(Provided data):
________________________________________

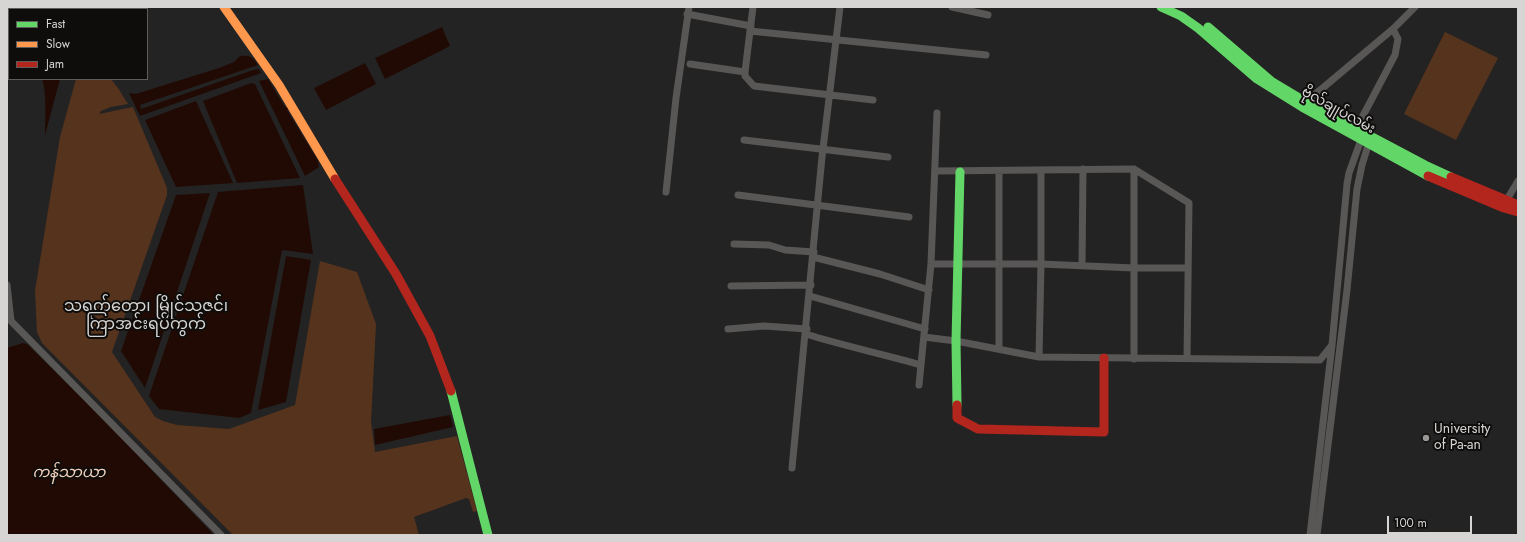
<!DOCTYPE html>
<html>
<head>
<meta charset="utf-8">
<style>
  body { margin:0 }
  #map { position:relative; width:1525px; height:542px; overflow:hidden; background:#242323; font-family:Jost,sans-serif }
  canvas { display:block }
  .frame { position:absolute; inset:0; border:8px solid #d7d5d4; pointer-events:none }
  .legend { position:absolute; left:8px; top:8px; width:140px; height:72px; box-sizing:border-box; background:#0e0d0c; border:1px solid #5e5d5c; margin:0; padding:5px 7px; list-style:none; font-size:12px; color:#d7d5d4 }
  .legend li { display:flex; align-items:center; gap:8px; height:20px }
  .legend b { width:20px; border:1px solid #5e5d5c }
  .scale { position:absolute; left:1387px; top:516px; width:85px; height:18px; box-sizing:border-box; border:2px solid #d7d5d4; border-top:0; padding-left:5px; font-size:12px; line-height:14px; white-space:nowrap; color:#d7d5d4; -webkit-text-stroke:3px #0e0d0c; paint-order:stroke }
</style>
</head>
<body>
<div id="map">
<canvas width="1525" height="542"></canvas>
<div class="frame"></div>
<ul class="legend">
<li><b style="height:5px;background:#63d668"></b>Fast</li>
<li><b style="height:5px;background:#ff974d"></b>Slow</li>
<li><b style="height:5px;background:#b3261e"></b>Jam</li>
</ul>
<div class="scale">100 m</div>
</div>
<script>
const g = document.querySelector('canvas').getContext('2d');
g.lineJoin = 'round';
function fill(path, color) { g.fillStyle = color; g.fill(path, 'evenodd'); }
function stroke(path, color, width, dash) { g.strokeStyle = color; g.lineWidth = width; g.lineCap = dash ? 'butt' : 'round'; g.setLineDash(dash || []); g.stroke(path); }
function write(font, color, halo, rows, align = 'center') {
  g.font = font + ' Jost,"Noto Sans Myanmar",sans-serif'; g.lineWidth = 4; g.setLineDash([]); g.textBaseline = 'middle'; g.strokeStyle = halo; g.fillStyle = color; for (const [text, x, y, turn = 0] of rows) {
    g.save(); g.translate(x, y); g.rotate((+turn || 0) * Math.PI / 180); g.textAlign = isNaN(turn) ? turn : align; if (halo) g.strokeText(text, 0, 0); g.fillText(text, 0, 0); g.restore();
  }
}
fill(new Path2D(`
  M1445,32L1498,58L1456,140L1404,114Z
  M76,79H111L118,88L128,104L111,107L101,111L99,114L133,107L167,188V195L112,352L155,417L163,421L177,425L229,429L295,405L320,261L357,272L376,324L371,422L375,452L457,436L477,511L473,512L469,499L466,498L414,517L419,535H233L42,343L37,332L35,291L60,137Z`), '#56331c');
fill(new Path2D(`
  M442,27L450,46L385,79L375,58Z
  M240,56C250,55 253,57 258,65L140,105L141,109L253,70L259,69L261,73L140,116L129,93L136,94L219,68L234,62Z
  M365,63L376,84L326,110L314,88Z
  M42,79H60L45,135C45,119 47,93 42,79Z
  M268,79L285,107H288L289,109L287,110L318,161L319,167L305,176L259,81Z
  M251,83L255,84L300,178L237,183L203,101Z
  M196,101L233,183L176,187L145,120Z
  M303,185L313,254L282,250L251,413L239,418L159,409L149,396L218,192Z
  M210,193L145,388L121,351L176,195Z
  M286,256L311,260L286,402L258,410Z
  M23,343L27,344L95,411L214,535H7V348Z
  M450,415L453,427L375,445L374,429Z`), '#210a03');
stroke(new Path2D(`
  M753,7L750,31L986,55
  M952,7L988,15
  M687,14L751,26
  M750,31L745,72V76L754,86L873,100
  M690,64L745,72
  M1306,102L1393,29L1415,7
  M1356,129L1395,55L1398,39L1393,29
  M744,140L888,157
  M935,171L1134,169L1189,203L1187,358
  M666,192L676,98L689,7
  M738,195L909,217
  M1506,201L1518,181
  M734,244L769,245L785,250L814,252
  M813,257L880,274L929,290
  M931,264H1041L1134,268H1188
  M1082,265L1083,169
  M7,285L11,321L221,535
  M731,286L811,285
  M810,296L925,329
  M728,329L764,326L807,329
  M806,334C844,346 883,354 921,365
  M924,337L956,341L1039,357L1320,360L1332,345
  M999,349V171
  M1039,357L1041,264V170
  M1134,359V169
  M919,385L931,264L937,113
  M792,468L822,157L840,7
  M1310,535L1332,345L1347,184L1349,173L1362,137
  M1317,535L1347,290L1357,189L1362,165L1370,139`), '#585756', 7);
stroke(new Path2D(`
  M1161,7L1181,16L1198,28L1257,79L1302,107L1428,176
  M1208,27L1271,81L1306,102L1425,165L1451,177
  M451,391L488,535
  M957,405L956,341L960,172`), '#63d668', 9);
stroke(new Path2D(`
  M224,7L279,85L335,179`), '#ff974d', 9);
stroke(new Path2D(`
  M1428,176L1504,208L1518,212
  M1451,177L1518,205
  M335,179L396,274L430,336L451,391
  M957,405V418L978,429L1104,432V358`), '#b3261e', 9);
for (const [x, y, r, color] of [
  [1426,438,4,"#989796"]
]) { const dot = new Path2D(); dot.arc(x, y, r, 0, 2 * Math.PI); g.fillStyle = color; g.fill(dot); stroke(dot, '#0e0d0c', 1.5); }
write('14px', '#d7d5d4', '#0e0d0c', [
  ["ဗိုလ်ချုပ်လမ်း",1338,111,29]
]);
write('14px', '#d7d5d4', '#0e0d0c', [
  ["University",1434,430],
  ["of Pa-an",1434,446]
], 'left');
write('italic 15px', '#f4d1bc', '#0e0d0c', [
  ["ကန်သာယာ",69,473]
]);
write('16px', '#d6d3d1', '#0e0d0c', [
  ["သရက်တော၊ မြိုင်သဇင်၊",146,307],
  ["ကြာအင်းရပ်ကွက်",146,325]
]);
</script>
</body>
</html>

________________________________________

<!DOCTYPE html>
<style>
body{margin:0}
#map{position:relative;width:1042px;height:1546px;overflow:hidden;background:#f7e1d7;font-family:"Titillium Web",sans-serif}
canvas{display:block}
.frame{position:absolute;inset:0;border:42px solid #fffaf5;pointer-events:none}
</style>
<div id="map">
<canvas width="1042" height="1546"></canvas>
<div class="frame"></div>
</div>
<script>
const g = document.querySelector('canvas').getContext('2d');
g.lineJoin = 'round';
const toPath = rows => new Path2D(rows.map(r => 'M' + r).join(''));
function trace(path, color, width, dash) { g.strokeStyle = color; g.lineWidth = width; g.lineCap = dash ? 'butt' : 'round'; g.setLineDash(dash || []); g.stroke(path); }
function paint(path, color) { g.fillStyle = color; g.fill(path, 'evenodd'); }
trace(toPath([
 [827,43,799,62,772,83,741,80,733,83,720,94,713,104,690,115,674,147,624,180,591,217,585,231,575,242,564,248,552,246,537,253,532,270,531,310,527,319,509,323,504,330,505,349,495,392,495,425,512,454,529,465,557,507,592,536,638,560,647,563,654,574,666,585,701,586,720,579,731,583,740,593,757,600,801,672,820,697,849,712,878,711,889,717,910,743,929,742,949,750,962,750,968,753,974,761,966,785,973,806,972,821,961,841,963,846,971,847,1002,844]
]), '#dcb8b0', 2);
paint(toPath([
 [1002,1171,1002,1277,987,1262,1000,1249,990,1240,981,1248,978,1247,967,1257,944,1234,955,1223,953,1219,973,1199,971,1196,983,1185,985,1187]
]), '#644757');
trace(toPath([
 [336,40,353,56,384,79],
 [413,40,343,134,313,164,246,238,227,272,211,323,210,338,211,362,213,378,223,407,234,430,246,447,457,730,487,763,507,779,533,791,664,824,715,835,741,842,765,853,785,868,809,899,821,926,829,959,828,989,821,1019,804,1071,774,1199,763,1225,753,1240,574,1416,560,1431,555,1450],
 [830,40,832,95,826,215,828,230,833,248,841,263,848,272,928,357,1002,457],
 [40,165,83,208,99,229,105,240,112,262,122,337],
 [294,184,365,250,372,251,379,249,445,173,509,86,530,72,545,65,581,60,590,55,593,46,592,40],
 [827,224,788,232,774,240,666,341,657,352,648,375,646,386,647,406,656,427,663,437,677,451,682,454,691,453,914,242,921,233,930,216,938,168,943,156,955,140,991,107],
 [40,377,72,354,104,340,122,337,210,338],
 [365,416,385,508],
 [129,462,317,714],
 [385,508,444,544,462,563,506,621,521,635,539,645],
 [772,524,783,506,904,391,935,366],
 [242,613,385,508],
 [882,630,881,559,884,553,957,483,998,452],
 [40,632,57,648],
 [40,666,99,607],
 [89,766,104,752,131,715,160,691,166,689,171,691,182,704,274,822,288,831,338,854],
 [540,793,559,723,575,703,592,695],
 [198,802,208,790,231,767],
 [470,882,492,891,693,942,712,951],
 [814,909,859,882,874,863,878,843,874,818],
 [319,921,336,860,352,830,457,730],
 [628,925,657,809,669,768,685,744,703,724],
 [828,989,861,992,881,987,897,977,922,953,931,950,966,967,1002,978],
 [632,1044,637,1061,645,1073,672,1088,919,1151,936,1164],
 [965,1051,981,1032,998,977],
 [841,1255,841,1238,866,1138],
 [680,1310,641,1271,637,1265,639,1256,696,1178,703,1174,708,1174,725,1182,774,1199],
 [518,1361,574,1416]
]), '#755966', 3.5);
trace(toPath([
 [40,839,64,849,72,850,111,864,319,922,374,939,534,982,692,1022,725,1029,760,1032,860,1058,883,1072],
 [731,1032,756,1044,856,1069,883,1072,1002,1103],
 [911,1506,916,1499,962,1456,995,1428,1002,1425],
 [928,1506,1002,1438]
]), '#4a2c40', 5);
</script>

________________________________________

(Directions):
In the entries above, the lines from the one bearing "M286,256L311,260L286,402L258,410Z" up to and including the one bearing "M1451,177L1518,205" should be transcribed exactly; no other line is wanted.

(Solution):
  M286,256L311,260L286,402L258,410Z
  M23,343L27,344L95,411L214,535H7V348Z
  M450,415L453,427L375,445L374,429Z`), '#210a03');
stroke(new Path2D(`
  M753,7L750,31L986,55
  M952,7L988,15
  M687,14L751,26
  M750,31L745,72V76L754,86L873,100
  M690,64L745,72
  M1306,102L1393,29L1415,7
  M1356,129L1395,55L1398,39L1393,29
  M744,140L888,157
  M935,171L1134,169L1189,203L1187,358
  M666,192L676,98L689,7
  M738,195L909,217
  M1506,201L1518,181
  M734,244L769,245L785,250L814,252
  M813,257L880,274L929,290
  M931,264H1041L1134,268H1188
  M1082,265L1083,169
  M7,285L11,321L221,535
  M731,286L811,285
  M810,296L925,329
  M728,329L764,326L807,329
  M806,334C844,346 883,354 921,365
  M924,337L956,341L1039,357L1320,360L1332,345
  M999,349V171
  M1039,357L1041,264V170
  M1134,359V169
  M919,385L931,264L937,113
  M792,468L822,157L840,7
  M1310,535L1332,345L1347,184L1349,173L1362,137
  M1317,535L1347,290L1357,189L1362,165L1370,139`), '#585756', 7);
stroke(new Path2D(`
  M1161,7L1181,16L1198,28L1257,79L1302,107L1428,176
  M1208,27L1271,81L1306,102L1425,165L1451,177
  M451,391L488,535
  M957,405L956,341L960,172`), '#63d668', 9);
stroke(new Path2D(`
  M224,7L279,85L335,179`), '#ff974d', 9);
stroke(new Path2D(`
  M1428,176L1504,208L1518,212
  M1451,177L1518,205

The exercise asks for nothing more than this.